[Activity]
Would you reproduce exactly the lines below from the one holding "filter:drop-shadow(0 0 2px" through the one holding "translate:-100% -50%; text-align:right", inclusive, and no others?

BEGIN Listed records

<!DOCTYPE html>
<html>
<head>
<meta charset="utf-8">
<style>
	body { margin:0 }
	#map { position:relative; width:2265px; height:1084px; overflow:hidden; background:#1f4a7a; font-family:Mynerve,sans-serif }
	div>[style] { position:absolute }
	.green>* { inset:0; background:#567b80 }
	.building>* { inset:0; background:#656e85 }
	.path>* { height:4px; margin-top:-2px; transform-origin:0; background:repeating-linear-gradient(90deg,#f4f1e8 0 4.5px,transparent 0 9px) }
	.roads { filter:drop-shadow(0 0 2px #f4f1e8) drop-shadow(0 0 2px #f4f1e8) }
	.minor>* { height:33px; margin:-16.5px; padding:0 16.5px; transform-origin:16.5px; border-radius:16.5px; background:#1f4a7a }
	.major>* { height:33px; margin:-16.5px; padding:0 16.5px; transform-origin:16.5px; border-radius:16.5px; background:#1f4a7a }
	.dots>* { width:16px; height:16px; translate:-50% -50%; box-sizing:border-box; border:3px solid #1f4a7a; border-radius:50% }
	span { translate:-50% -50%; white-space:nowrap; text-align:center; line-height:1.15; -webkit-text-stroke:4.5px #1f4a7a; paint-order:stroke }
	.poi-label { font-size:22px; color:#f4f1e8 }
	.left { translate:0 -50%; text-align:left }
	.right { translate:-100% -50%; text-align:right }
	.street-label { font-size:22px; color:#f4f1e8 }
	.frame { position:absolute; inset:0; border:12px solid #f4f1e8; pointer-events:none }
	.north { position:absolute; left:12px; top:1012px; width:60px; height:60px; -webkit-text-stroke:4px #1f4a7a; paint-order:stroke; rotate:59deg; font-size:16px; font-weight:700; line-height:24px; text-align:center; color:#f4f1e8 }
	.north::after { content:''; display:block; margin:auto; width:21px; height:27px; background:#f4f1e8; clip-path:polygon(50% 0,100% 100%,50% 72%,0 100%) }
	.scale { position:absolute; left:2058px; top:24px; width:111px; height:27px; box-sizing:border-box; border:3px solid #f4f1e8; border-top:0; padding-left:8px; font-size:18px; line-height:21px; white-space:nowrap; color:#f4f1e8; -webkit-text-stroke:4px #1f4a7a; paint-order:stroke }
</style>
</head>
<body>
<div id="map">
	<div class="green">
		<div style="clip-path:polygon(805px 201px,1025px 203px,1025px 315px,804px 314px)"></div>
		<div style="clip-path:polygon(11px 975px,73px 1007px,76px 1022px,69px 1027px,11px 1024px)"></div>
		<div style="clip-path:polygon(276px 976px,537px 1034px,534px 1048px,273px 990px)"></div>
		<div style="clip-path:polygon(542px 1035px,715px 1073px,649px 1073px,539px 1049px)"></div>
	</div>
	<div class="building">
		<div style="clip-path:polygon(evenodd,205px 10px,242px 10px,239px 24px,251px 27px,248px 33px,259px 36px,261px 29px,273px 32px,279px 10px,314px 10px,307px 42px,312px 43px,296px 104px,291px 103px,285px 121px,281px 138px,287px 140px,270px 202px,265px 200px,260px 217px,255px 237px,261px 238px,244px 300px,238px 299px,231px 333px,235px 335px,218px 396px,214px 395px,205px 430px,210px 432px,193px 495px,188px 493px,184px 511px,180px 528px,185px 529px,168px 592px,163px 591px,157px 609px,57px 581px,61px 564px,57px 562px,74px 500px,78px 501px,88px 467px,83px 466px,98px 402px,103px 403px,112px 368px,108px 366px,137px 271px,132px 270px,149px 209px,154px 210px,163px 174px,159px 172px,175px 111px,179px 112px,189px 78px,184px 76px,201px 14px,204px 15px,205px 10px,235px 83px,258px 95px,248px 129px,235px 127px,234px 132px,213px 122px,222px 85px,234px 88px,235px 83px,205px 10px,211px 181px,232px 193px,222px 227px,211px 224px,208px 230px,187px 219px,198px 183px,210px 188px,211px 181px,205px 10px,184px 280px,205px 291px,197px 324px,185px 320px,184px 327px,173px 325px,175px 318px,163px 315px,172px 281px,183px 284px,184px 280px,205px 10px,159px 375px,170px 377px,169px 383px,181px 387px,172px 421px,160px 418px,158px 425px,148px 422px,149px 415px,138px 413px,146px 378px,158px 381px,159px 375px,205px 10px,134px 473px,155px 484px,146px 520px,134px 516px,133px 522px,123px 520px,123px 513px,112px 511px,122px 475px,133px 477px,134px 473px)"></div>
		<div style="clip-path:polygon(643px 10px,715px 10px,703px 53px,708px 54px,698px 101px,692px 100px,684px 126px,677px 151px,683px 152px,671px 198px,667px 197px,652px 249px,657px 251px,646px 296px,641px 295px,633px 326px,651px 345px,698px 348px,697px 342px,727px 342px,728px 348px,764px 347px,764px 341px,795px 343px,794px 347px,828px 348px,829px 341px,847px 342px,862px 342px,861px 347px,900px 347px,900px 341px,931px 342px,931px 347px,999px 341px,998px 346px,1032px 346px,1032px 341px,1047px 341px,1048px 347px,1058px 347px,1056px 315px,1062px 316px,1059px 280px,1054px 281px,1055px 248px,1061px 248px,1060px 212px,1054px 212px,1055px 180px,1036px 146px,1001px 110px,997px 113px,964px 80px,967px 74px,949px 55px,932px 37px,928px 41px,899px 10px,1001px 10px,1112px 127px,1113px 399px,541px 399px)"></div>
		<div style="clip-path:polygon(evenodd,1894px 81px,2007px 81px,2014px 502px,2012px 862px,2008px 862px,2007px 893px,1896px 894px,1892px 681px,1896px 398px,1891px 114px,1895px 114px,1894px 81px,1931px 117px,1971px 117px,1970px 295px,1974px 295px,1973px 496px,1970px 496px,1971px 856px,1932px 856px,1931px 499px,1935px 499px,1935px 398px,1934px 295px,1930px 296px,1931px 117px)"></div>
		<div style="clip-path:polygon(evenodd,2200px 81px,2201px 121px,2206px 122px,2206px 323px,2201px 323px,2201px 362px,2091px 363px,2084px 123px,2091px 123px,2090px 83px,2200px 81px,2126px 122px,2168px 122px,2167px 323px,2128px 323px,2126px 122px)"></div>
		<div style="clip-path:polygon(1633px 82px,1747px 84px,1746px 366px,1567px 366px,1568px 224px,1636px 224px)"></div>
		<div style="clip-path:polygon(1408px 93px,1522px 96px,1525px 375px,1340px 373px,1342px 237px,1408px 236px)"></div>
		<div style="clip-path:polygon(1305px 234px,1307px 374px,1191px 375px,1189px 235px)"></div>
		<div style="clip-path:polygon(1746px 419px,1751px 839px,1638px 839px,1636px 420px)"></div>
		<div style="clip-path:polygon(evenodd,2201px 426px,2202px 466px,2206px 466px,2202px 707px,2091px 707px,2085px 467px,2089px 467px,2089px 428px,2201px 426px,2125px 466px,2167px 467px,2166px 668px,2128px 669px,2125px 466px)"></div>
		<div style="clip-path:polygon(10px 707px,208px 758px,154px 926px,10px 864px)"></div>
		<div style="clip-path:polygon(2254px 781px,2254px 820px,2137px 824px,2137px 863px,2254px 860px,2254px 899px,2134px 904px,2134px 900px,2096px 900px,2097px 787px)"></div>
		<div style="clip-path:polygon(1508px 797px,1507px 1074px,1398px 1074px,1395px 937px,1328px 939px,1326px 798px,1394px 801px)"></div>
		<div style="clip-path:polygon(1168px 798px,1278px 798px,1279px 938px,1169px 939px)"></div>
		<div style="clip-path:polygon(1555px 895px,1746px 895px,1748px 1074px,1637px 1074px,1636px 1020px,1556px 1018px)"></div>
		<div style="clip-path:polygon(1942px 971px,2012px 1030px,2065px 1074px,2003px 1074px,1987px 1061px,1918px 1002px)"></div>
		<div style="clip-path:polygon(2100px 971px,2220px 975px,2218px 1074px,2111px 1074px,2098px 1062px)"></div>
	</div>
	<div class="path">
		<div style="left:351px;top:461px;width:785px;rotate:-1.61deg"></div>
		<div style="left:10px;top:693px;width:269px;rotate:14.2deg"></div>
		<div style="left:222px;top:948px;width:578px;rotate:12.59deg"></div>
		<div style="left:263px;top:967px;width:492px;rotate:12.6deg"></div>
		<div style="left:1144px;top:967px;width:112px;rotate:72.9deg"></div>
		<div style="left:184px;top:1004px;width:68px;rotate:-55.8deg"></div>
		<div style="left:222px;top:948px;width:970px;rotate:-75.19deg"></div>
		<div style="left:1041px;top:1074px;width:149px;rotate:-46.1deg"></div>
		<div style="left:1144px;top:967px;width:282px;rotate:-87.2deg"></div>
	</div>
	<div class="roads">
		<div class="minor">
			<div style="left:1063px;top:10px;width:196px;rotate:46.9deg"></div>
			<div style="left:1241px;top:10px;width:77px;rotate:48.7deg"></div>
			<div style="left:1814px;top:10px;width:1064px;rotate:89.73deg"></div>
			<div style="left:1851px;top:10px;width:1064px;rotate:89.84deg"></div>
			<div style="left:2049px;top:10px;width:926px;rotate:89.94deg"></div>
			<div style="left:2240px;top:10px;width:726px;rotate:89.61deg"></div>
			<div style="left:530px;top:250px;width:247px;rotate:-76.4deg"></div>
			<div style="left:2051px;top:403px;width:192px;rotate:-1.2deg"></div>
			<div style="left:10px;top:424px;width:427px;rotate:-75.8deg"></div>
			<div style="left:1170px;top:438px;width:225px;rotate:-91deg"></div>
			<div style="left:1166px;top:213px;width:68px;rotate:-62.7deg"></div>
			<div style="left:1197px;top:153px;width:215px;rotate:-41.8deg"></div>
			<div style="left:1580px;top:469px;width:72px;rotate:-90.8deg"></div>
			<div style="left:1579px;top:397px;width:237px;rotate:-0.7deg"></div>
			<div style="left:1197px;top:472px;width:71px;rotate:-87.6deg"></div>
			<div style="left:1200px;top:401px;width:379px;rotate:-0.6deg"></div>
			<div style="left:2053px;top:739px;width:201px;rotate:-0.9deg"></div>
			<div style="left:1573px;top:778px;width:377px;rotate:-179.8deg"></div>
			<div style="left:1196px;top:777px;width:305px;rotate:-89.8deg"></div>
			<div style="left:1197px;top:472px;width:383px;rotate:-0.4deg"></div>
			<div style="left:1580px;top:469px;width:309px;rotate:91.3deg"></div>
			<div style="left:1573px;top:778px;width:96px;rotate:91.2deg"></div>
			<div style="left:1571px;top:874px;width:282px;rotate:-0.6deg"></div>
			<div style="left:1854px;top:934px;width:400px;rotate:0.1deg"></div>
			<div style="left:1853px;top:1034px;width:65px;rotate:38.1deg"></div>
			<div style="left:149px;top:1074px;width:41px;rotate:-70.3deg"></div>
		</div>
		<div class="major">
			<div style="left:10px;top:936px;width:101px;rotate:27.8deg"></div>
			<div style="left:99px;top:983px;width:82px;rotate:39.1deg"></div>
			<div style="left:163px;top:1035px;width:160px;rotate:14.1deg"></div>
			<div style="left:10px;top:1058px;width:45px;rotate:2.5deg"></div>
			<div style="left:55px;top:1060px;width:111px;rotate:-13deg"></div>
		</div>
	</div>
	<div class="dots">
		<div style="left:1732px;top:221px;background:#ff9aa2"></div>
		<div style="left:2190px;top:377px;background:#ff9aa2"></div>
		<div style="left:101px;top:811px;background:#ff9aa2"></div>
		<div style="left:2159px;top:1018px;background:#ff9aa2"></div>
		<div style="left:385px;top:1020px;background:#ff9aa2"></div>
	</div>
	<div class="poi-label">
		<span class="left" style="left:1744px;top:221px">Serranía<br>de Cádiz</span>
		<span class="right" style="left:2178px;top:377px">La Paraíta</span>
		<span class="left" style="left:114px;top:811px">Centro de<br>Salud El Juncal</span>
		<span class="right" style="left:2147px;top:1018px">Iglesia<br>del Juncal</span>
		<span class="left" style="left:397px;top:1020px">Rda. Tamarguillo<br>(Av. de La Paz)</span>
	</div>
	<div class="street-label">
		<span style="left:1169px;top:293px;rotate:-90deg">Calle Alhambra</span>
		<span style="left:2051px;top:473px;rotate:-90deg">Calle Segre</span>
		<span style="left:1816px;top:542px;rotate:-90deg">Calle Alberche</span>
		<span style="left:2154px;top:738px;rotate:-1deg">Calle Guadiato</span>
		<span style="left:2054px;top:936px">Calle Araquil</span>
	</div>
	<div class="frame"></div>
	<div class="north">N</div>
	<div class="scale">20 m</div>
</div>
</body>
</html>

END Listed records

[Result for this task]
	.roads { filter:drop-shadow(0 0 2px #f4f1e8) drop-shadow(0 0 2px #f4f1e8) }
	.minor>* { height:33px; margin:-16.5px; padding:0 16.5px; transform-origin:16.5px; border-radius:16.5px; background:#1f4a7a }
	.major>* { height:33px; margin:-16.5px; padding:0 16.5px; transform-origin:16.5px; border-radius:16.5px; background:#1f4a7a }
	.dots>* { width:16px; height:16px; translate:-50% -50%; box-sizing:border-box; border:3px solid #1f4a7a; border-radius:50% }
	span { translate:-50% -50%; white-space:nowrap; text-align:center; line-height:1.15; -webkit-text-stroke:4.5px #1f4a7a; paint-order:stroke }
	.poi-label { font-size:22px; color:#f4f1e8 }
	.left { translate:0 -50%; text-align:left }
	.right { translate:-100% -50%; text-align:right }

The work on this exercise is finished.